AutoCodeBench is officially open source: fully automatic synthesis and evaluation, multilingual and difficult code benchmarks

AutoCodeBench is open-sourced by Tencent's Hunyuan team, and its core is an automated workflow of "LLM generation + multilingual sandbox validation". The project also open-sources AutoCodeGen (data synthesis), AutoCodeBench (three sets of benchmarks, Full / Lite / Complete), and MultiLanguageSandbox (30+ language sandboxes) to evaluate the multilingual coding capabilities of Base and Chat models, and support self-generation of new benchmarks.

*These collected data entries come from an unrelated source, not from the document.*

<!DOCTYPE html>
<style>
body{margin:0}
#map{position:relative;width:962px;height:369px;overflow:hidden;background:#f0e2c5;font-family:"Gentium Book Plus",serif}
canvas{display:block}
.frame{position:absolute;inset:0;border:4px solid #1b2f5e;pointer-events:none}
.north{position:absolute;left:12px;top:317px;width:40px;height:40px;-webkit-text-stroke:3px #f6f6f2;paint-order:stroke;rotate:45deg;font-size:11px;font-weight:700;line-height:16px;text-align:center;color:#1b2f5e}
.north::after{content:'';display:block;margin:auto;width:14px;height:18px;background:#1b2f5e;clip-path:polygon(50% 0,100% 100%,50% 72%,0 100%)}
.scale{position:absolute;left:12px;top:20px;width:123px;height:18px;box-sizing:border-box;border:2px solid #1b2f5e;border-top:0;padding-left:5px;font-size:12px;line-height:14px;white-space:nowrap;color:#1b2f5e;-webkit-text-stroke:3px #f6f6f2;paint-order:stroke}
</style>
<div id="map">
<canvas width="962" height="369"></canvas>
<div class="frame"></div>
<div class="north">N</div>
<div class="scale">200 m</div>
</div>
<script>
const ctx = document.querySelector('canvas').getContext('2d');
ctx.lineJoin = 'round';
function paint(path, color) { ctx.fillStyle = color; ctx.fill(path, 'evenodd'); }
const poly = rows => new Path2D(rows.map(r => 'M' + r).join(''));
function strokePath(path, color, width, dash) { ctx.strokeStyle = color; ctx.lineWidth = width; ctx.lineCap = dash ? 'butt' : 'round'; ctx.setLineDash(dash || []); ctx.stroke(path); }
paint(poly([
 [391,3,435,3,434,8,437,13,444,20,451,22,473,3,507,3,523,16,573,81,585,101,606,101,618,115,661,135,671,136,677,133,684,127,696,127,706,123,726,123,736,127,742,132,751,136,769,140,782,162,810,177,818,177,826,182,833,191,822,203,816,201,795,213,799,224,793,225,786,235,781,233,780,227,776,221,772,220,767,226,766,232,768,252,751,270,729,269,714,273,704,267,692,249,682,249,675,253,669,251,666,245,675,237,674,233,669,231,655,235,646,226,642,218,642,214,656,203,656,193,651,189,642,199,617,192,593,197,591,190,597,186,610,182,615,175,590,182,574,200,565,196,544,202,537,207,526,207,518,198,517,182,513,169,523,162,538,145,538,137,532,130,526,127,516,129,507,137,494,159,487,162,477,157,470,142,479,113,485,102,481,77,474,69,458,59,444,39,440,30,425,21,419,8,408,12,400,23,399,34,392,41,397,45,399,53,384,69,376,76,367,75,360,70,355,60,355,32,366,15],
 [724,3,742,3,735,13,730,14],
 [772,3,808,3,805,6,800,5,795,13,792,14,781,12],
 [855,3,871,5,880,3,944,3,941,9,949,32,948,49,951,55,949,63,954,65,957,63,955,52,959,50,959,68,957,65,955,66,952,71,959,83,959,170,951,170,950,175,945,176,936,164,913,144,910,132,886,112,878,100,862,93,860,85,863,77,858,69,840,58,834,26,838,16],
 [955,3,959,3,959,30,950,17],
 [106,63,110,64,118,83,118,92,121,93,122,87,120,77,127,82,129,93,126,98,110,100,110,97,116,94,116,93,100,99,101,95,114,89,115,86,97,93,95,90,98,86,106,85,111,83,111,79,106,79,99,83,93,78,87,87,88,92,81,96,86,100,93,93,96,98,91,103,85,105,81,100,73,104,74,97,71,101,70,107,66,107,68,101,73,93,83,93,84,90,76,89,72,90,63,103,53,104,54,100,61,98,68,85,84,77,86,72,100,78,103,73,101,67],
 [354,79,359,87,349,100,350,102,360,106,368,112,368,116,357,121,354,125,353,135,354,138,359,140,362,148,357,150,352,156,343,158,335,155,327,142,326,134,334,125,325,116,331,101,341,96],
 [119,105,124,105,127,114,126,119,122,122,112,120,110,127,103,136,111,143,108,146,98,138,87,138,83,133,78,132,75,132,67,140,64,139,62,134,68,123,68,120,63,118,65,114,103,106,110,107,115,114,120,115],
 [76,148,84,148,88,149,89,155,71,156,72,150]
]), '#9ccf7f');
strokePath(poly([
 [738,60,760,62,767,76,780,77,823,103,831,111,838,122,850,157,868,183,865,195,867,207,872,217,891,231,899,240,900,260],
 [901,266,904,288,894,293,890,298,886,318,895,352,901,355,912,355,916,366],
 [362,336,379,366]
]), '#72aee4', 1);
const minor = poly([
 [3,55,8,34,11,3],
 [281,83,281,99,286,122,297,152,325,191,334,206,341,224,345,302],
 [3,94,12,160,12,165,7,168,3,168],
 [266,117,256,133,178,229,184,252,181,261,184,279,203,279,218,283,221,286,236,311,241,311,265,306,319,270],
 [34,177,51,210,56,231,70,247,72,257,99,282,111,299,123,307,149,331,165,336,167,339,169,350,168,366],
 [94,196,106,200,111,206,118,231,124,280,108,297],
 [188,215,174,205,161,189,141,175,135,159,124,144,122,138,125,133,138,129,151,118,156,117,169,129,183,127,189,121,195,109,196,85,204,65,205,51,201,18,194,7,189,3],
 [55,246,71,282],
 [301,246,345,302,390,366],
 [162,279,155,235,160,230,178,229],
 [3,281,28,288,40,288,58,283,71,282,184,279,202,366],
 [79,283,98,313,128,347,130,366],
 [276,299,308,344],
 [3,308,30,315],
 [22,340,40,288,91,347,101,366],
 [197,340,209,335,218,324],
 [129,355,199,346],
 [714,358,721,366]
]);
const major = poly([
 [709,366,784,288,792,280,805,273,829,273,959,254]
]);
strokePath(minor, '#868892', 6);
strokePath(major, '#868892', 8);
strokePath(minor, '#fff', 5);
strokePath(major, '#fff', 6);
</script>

1. Project Overview and Value

1. No manual annotation: LLM is used to synthesize questions and reference answers, and verifiable standard outputs are automatically generated through the sandbox.

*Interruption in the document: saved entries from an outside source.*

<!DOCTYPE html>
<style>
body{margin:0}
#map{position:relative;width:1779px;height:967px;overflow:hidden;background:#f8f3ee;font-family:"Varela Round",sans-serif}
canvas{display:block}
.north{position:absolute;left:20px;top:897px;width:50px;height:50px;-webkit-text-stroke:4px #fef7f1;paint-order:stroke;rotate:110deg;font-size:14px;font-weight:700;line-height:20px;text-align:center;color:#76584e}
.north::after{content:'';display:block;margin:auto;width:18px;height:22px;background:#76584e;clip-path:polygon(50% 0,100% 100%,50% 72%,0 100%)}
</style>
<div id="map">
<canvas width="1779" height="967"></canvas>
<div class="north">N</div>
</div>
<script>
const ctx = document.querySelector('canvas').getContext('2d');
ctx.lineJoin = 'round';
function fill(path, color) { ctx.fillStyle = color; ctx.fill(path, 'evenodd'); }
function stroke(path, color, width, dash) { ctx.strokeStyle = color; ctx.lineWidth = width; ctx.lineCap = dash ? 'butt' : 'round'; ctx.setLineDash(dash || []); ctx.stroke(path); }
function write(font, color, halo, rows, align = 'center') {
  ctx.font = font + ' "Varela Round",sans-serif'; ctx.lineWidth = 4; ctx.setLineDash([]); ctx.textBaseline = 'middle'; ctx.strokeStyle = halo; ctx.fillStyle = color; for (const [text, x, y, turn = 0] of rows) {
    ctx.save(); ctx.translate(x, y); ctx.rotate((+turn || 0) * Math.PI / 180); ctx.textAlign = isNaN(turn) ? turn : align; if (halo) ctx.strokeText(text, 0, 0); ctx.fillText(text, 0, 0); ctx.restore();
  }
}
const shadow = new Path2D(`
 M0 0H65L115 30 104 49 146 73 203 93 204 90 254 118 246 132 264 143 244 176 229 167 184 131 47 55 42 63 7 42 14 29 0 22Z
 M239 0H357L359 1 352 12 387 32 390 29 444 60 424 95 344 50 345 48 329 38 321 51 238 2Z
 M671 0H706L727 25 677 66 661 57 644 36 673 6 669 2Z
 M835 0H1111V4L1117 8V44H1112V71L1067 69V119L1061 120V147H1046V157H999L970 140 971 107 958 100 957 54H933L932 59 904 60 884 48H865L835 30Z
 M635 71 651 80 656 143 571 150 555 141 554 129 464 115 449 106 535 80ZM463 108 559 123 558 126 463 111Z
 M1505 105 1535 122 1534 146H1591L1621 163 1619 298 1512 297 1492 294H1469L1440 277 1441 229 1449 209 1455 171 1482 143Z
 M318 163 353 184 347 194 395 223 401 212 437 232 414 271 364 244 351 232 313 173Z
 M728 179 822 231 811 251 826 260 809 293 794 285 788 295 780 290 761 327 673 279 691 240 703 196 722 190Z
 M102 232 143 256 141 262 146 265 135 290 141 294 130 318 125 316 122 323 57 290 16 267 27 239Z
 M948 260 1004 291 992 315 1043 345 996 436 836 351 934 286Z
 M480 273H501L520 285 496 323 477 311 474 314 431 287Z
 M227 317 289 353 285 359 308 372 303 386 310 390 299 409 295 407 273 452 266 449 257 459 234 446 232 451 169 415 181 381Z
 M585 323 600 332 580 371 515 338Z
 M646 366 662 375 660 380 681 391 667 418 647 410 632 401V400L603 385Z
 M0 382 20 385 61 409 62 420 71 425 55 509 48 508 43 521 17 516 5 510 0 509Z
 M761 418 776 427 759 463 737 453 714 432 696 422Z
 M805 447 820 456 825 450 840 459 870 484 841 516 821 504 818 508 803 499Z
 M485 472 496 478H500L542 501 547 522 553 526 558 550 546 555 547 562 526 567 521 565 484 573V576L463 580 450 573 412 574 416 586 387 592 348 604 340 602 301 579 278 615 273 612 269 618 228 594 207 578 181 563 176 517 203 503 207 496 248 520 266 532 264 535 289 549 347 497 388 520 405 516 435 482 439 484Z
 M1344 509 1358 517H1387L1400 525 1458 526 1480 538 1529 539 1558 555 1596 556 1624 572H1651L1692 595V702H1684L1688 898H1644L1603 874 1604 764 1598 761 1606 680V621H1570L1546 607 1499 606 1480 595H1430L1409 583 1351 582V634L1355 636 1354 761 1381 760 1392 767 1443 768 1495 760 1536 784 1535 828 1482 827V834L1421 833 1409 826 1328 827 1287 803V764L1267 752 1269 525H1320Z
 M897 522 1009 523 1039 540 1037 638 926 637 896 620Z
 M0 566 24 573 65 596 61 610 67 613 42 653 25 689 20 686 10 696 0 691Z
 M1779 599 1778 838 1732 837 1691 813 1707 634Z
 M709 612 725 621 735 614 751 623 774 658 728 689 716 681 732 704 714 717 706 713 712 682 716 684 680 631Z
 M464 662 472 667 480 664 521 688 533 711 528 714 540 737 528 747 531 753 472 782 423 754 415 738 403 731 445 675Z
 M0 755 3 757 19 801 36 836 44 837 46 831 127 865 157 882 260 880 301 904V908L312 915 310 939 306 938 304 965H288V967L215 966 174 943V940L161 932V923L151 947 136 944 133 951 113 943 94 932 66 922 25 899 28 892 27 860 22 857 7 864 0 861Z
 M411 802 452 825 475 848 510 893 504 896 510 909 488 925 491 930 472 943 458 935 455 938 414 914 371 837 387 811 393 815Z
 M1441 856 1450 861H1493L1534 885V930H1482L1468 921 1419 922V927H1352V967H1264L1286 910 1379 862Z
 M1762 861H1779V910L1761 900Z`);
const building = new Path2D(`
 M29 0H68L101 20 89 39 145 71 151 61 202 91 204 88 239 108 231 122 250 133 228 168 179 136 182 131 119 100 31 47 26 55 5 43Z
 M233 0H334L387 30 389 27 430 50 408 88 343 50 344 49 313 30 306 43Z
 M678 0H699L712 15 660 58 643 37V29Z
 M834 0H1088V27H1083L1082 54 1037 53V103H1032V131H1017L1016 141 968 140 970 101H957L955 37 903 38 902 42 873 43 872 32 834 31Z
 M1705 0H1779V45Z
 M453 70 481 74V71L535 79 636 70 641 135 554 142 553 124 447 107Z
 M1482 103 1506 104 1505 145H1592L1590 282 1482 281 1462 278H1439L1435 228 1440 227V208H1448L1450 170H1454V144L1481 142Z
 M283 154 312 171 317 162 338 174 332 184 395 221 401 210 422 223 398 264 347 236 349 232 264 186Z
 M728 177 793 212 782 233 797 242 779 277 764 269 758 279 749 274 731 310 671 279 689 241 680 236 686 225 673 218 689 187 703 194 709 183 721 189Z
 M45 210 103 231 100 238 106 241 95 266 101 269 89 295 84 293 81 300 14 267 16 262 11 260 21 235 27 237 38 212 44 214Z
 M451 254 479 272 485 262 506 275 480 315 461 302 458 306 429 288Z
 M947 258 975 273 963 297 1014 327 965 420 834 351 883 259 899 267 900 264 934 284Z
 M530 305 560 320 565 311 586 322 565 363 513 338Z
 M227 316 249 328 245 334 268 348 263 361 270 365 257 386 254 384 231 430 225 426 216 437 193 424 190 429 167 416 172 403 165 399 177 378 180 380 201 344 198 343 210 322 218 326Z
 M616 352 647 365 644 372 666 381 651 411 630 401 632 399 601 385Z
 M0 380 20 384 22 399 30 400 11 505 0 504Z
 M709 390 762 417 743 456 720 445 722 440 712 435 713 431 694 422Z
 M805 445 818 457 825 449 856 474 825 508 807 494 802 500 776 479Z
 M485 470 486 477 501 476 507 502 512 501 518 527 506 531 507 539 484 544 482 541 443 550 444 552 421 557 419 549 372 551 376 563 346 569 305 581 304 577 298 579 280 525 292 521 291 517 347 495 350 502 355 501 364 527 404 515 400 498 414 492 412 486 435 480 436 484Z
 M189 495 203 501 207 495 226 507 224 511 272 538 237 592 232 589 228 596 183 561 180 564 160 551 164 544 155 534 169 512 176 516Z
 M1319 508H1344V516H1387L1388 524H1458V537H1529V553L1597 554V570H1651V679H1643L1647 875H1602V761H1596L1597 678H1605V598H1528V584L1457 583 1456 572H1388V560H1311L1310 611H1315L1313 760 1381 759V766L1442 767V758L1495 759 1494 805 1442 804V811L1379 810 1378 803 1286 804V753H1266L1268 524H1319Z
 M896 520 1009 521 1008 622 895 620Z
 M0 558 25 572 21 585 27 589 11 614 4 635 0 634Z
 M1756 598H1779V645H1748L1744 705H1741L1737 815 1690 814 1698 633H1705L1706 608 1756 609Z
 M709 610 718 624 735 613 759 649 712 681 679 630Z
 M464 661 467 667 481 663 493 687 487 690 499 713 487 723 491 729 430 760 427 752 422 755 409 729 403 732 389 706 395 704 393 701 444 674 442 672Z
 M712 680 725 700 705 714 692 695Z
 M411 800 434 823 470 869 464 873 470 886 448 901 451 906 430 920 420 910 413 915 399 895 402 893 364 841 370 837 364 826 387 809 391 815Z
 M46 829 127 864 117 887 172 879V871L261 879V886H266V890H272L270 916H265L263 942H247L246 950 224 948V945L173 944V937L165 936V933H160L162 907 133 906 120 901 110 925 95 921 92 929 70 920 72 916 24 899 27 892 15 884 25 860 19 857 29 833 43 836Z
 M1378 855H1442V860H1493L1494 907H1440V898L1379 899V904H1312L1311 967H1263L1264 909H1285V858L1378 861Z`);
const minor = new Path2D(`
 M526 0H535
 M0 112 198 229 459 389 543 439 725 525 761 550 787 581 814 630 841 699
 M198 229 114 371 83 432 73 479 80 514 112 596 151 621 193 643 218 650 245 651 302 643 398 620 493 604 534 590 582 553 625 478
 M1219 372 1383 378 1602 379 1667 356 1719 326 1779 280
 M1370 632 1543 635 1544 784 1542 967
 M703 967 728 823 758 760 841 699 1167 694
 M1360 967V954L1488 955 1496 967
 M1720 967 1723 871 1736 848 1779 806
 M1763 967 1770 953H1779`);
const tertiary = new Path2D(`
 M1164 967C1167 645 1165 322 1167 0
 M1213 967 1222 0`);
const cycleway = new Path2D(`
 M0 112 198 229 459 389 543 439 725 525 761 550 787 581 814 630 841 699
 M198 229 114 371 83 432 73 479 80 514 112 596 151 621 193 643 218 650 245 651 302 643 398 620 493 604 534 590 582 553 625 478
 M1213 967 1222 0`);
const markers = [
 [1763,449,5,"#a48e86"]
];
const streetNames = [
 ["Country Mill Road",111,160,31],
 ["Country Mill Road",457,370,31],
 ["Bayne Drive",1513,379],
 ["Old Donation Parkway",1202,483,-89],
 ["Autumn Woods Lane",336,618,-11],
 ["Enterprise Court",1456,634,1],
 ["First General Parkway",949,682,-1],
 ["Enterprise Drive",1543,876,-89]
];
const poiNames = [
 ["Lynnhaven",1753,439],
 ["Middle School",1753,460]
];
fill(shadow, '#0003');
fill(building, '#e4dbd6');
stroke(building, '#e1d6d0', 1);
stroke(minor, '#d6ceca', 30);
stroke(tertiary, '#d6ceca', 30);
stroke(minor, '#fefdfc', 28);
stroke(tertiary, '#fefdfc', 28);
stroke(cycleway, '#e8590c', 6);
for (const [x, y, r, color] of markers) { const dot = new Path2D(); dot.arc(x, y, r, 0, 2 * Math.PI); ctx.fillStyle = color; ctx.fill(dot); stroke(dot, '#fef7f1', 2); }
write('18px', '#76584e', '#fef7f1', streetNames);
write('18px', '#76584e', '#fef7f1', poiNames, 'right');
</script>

2. Multilingual and difficult: Covering 20 programming languages and 3,920 practical problems, the difficulty layering is closer to real development.

3. Evaluation and data are the same source: the same process can not only generate data, but also play back the evaluation, which is convenient for reproducibility and horizontal comparison.

2. Open source address

1. Project homepage: https://autocodebench.github.io

2. Paper: https://arxiv.org/abs/2508.09101

3. Codebase: https://github.com/Tencent-Hunyuan/AutoCodeBenchmark

4. Dataset: https://huggingface.co/datasets/tencent/AutoCodeBenchmark

3. Data and benchmark composition

1. Full: 3,920 questions, covering 20 languages, emphasizing difficulty and diversity.

2. Lite: 1,586 questions, screened by cross-model "solvability", which is more conducive to quick comparison.

3. Complete: 1,000 questions, 3-shot setting, code completion evaluation for the Base model.

4. Language and difficulty: Balanced sampling according to language, the difficulty is divided into easy/medium/hard, taking into account both breadth and intensity.

4. Evaluation paradigm and indicators

1. Unified instructions: require the output of a single code block, without running commands and examples.

2. Sandbox verification: Compile/run the generated code topic-by-topic, calculate objective indicators such as pass@1.

3. Two-line evaluation: Simultaneously covers Chat generation and Base completion to reduce the bias of "only testing the dialogue model".

5. Get started quickly (5 steps)

1. Prepare the output: Use your model to generate code for questions in autocodebench.jsonl question by question and save it as model_output.jsonl.

2. Pull the image: docker pull hunyuansandbox/multi-language-sandbox:v1.

3. Start the service: docker run -d --name sandbox -p 8080:8080 hunyuansandbox/multi-language-sandbox:v1.

4. Health check: Submit the minimum sample to POST /submit to confirm that the compilation/execution is normal.

5. Calculation metrics: Use warehouse scripts to call sandboxes in batches, generate execution results, and count pass@1.

6. Typical applications and applicable groups

1. Model team: cross-language regression and version comparison, locate compilation failure/boundary use cases.

2. Scientific research evaluation: Build high-quality multilingual benchmarks at low cost to improve reproducibility.

3. Enterprise internal testing: Use Lite/Complete to do grayscale evaluation, observe stability and long-tail questions.

7. Practical suggestions

1. Lite first and then Full: Quickly screen first, and then do a comprehensive regression and report.

2. Concurrency and quotas: Sandbox compilation/running is a bottleneck, and it is recommended to schedule queues and implement them in a distributed manner.

3. Observability: Failure of record by type (compilation/run/boundary/time limit), targeted optimization prompts and hyperparameters.

4. Cooperate with RAG: Long questions and cross-file tasks are combined with search enhancements to enhance stability.

8. Limitations and risk warnings

1. Environmental consistency: Mirroring and dependencies will affect the pass rate, and it is necessary to lock the version and random seeds.

2. Data compliance: When the topic and code involve external databases, it is necessary to do a good job of isolation and auditing.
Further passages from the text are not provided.